Belki de inanırdık kardeşim.
‘Soru sordu’ diye 17-18 yaşındaki kızlarımızı, oğullarımızı gecenin bir yarısı eline valizini verip sokağa atmasaydın… Abilerinin, ablalarının en çok kullandığı cümle kalıbı ‘senin bu işlere aklın ermez’ olmasaydı… Evlerinde, yurtlarında çocukların hangi kitapları okuyacağına karar vermeseydin… Sahibi olduğun kitapçılarda hangi kitapların satılıp hangi kitapların satılmayacağına karar veren bir sansür kurulun olmasaydı, yani kitaptan korkmasaydın senin ‘özgür düşünceye engel var’ diye inlemene belki de inanırdık.
Belki de inanırdık kardeşim.
Kendi bankanda çalışan insanlar ‘sistemi pas geçmek için’ İran’dan para transferinin nasıl yapıldığını bilmeselerdi… İran’dan para transferini tıpkı diğer bankaların yaptıkları gibi yapmamış olsalardı… Sahibi olduğunuz bankanın Afrika’nın ‘sallanan ekonomik ortamı’ndan nasıl yararlanıp hangi operasyonları yapmış olduğu kulağımıza gelmeseydi senin ‘usulsüzlük var’ diye haykırmana belki de inanırdık be güzel kardeşim.

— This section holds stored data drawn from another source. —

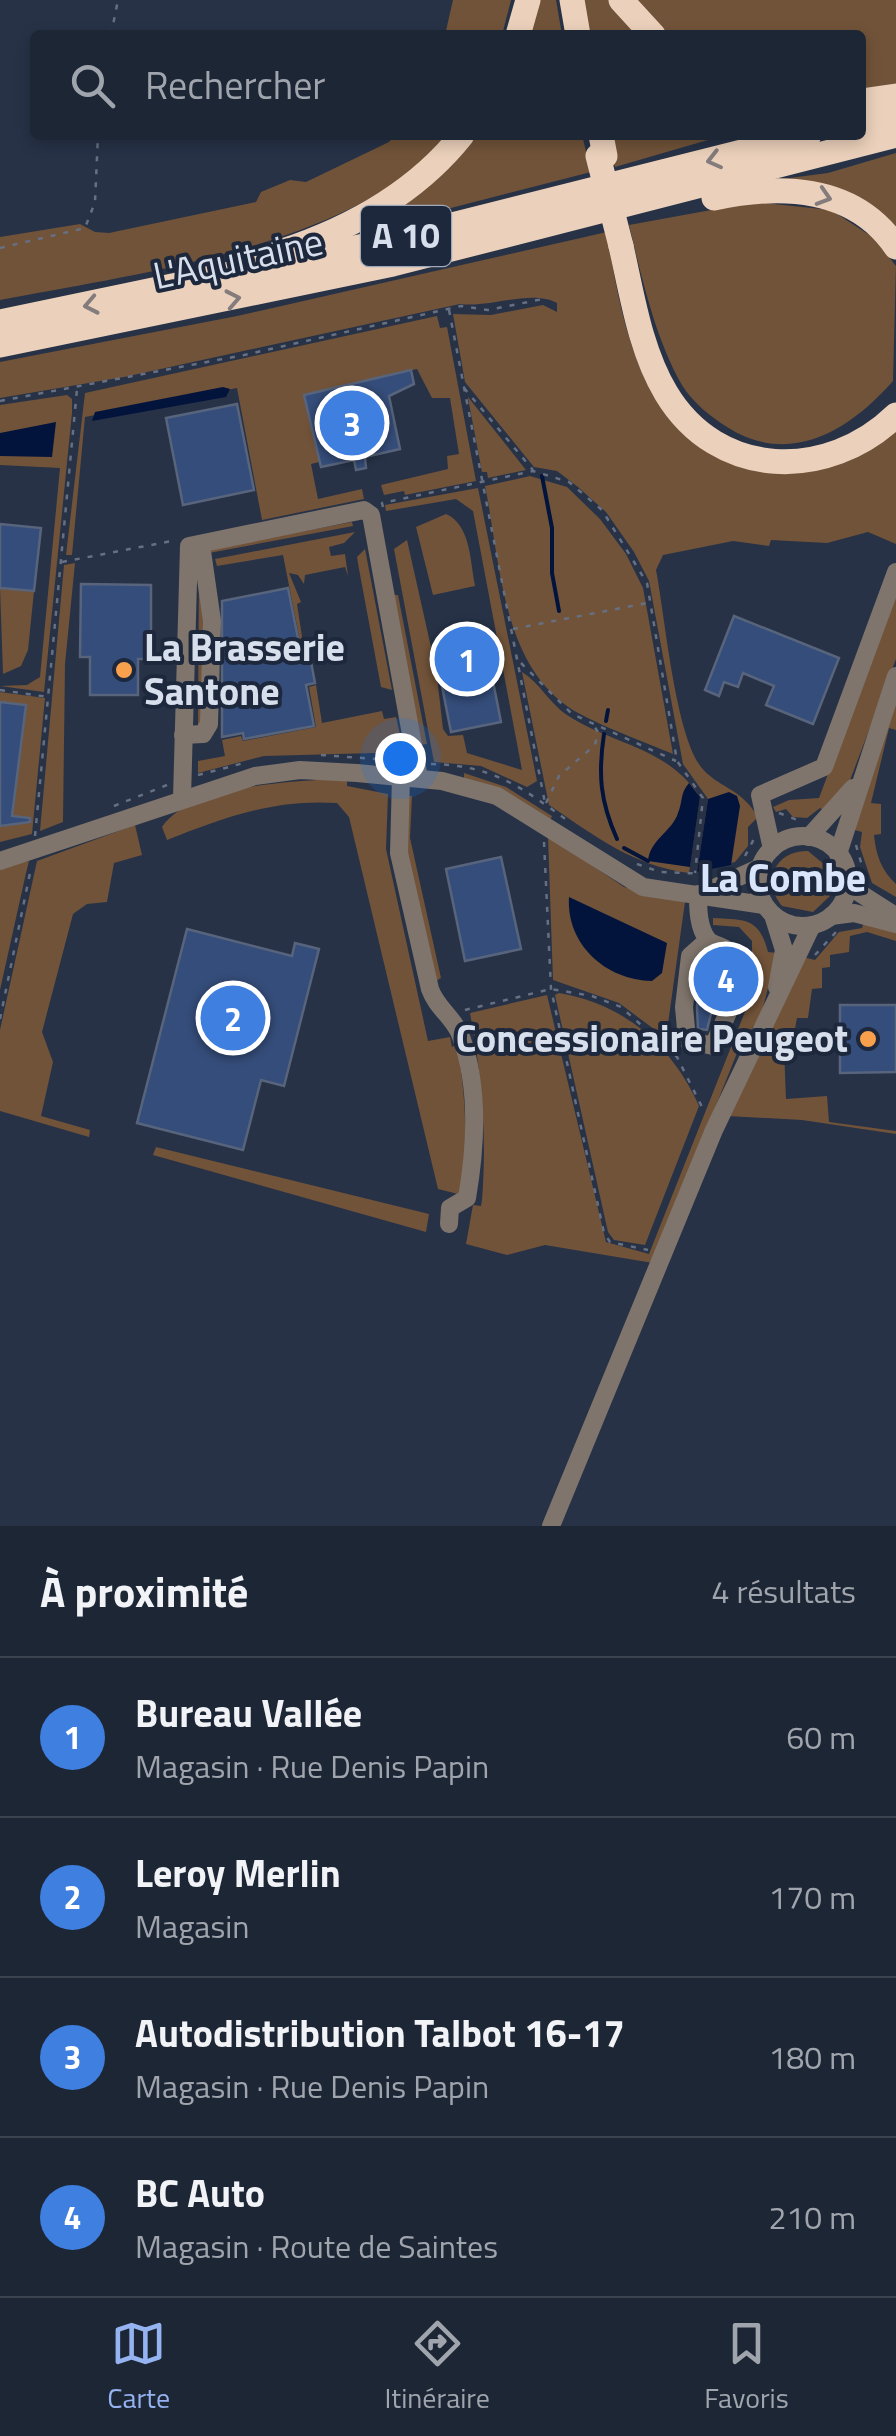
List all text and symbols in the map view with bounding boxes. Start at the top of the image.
search box [30,30,866,140]
text: Rechercher [145,56,326,114]
icon: search [65,58,120,113]
one-way arrow [706,148,724,169]
one-way arrow [814,185,831,206]
road number: A 10 [361,206,451,266]
street label: L'Aquitaine [148,212,328,304]
one-way arrow [224,290,241,311]
one-way arrow [83,293,100,314]
pin: 3 [320,386,384,460]
place label: La Brasserie Santone [144,618,345,720]
pin: 1 [434,622,500,696]
marker: La Brasserie Santone [113,659,135,681]
your location [375,733,426,784]
district label: La Combe [700,847,866,908]
pin: 4 [694,942,758,1016]
pin: 2 [200,980,266,1056]
place label: Concessionaire Peugeot [456,1009,848,1067]
marker: Concessionaire Peugeot [857,1028,879,1050]
text: À proximité [40,1559,248,1623]
text: 4 résultats [711,1567,856,1615]
text: Bureau Vallée [135,1684,362,1742]
text: 1 [64,1713,81,1761]
text: 60 m [786,1713,856,1761]
text: Magasin · Rue Denis Papin [135,1742,489,1790]
text: Leroy Merlin [135,1844,341,1902]
text: 2 [64,1873,81,1921]
text: 170 m [768,1873,856,1921]
text: Magasin [135,1902,249,1950]
text: Autodistribution Talbot 16-17 [135,2004,625,2062]
text: 3 [64,2033,81,2081]
text: 180 m [768,2033,856,2081]
text: Magasin · Rue Denis Papin [135,2062,489,2110]
text: BC Auto [135,2164,265,2222]
text: 4 [64,2193,81,2241]
text: 210 m [768,2193,856,2241]
text: Magasin · Route de Saintes [135,2222,498,2270]
tab: Carte [107,2316,170,2419]
tab: Itinéraire [384,2316,490,2419]
tab: Favoris [704,2316,789,2419]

Belki de inanırdık kardeşim.
2002’den beri bulduğunuz her devlet kurumuna liyakatine falan bakmadan kendi adamlarınızı doldurmuş olmasaydınız… TRT’den Yargıtay’a, borsadan gümrüğe her yerde kirli bir yapılanmanız olmasaydı… KPSS sorularını çalmamış olsaydınız, belki de sizin ‘torpil yapıyorlar, işe adam alırken kayırma yapıyorlar’ çığlığınıza biz de katılırdık kardeşim.
Belki de inanırdık kardeşim.
Ahmet Şık ve Nedim Şener gibi gazeteciler içeri alınırken ‘gazetecilerin tutuklanmasına karşıyız’ diyen her insana ‘ama onlar gazetecilikten değil vatana ihanetten, darbecilikten içeri alındı’ diye kükremeseydiniz, belki de şimdi sizin ‘gazetecileri içeri alamazsınız’ deyişinize can-ı gönülden destek olurduk be kardeşim.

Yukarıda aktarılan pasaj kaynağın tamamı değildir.